## TASK REQUIREMENTS
State, as a number alone, how many lines of the data contain the string "breaks".

Start of DATA

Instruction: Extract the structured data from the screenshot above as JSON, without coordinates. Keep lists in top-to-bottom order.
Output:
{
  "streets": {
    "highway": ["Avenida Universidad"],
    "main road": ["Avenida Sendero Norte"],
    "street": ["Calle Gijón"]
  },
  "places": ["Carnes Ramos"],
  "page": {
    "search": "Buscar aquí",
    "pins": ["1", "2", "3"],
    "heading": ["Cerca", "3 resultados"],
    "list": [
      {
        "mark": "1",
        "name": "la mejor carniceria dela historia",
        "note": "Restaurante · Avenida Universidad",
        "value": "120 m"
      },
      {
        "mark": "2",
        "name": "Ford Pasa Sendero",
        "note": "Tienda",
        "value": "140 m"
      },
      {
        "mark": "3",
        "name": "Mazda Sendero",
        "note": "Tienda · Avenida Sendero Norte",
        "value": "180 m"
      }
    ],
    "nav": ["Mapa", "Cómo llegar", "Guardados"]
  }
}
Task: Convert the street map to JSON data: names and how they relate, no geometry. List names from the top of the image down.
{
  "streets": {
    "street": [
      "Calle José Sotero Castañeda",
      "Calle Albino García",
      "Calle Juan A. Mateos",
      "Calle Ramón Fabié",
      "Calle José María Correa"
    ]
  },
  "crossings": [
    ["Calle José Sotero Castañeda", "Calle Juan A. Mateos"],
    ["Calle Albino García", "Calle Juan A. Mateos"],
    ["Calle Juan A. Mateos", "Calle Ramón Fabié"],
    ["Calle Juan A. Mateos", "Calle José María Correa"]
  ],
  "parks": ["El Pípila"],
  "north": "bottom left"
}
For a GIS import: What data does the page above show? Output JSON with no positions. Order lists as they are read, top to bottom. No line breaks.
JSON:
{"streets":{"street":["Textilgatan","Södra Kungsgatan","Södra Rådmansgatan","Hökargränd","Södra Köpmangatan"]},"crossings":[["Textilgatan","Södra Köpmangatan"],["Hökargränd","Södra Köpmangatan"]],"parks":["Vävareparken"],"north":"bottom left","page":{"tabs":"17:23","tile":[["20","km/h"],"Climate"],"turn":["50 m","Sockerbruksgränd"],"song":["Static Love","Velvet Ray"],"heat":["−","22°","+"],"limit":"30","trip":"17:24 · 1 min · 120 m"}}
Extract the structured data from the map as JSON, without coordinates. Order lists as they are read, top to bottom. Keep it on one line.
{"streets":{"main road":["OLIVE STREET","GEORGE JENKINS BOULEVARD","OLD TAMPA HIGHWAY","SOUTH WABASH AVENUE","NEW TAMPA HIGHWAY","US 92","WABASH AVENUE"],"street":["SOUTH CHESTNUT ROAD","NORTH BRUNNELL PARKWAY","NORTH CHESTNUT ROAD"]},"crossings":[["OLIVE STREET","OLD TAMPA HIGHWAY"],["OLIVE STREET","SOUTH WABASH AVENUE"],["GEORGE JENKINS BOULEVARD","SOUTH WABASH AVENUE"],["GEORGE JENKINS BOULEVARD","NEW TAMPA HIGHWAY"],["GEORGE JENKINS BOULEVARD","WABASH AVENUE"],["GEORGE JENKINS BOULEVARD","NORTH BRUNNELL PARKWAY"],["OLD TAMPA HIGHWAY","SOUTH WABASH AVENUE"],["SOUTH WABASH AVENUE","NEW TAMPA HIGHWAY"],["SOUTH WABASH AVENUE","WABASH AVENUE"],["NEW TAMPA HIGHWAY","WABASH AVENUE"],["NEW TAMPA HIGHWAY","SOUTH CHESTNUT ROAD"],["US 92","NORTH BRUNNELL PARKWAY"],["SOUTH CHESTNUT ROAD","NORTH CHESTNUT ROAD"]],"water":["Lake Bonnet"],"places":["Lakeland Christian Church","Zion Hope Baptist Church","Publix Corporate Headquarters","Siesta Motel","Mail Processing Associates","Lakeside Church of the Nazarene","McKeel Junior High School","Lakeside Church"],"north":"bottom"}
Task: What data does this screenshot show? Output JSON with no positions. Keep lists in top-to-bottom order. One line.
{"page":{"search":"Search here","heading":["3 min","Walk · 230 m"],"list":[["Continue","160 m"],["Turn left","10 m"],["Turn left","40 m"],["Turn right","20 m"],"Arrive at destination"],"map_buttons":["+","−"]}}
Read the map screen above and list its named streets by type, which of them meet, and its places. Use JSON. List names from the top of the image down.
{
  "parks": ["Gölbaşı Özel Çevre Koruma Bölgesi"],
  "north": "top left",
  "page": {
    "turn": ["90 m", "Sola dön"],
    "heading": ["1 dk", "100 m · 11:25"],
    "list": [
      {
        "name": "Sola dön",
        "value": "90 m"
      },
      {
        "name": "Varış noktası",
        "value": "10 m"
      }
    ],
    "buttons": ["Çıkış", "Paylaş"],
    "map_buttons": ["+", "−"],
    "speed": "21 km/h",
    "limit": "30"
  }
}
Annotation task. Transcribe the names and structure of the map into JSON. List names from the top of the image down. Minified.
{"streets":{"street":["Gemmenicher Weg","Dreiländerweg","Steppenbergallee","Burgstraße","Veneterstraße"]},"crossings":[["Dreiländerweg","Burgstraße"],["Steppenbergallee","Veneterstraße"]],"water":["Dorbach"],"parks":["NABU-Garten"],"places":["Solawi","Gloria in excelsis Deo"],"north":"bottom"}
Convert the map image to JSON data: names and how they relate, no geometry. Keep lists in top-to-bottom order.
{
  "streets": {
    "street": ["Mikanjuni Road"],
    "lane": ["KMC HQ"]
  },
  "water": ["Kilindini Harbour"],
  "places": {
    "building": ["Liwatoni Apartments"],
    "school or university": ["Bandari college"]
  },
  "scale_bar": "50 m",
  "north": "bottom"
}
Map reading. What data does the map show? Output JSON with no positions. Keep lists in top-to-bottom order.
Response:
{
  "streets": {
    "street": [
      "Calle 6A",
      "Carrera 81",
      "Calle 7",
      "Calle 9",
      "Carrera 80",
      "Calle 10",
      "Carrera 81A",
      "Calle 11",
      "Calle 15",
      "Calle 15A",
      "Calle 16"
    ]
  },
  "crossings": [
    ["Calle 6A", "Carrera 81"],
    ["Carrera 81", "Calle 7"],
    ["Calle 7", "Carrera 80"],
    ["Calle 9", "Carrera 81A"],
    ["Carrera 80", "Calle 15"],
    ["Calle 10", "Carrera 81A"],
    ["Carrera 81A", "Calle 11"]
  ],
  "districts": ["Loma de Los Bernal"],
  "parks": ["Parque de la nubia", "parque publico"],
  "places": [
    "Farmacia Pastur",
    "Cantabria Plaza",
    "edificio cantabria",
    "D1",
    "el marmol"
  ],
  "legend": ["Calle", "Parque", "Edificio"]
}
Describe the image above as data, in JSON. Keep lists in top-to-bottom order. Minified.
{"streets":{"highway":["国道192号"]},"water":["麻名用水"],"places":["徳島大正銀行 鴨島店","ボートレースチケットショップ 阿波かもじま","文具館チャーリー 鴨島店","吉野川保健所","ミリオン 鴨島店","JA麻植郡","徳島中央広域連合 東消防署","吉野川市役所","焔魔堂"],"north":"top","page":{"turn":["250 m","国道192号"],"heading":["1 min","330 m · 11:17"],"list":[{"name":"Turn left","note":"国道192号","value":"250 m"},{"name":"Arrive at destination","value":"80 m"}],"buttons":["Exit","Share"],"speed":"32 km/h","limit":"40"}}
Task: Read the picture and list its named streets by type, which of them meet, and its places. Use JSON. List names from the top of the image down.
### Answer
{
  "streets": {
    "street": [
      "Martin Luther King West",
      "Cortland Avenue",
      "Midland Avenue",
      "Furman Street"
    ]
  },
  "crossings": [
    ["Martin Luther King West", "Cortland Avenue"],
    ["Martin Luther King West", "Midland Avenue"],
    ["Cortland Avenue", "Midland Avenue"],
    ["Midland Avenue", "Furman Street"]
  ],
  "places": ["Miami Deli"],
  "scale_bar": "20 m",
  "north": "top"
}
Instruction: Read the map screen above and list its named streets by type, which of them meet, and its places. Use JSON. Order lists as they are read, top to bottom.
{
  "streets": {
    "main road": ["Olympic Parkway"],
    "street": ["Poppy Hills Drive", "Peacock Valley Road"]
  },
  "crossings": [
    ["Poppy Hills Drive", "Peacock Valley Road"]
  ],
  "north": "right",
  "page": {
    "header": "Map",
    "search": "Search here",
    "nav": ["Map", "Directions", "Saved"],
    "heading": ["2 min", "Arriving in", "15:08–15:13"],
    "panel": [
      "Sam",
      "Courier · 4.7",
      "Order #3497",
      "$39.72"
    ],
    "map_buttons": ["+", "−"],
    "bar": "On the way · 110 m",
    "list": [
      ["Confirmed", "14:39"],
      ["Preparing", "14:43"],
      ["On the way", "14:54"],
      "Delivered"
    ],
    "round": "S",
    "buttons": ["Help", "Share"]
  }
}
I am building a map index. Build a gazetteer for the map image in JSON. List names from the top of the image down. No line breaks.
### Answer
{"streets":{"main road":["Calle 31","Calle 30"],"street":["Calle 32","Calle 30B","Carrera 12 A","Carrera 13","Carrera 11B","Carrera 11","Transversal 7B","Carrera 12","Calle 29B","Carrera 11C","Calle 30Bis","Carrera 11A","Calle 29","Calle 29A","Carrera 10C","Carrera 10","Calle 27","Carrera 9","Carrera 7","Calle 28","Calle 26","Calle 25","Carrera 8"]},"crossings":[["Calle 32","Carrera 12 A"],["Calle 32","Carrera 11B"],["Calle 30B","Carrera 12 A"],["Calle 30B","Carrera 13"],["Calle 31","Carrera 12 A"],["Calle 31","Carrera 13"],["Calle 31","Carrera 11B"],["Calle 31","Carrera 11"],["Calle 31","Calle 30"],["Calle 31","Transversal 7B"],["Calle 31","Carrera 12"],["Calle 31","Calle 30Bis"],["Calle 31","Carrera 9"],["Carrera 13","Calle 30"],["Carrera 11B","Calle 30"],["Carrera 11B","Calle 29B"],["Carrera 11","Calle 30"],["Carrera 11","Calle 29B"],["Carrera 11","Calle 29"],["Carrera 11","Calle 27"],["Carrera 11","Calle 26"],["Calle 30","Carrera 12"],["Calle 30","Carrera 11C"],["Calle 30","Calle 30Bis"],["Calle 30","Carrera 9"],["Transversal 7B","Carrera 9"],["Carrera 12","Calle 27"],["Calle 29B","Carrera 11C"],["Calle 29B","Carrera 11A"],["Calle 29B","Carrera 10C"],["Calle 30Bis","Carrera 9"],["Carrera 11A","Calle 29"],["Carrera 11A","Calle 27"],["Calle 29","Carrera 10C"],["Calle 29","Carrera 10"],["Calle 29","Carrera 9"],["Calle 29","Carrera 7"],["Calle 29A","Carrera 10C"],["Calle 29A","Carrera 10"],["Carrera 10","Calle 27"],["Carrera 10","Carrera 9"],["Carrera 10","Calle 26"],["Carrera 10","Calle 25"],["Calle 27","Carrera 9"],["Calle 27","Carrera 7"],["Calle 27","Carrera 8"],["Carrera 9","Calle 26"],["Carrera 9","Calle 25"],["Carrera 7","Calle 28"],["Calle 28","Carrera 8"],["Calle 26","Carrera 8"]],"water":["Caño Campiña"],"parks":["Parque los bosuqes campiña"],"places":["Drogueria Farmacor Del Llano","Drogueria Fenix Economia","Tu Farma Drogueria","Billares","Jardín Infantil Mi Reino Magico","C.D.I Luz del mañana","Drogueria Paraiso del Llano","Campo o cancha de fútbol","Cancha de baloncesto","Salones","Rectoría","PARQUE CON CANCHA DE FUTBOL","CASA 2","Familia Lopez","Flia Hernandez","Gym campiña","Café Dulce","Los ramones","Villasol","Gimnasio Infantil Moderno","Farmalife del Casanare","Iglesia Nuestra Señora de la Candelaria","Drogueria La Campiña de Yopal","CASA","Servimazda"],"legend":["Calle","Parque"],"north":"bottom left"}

End of DATA

## ANSWER BELOW
2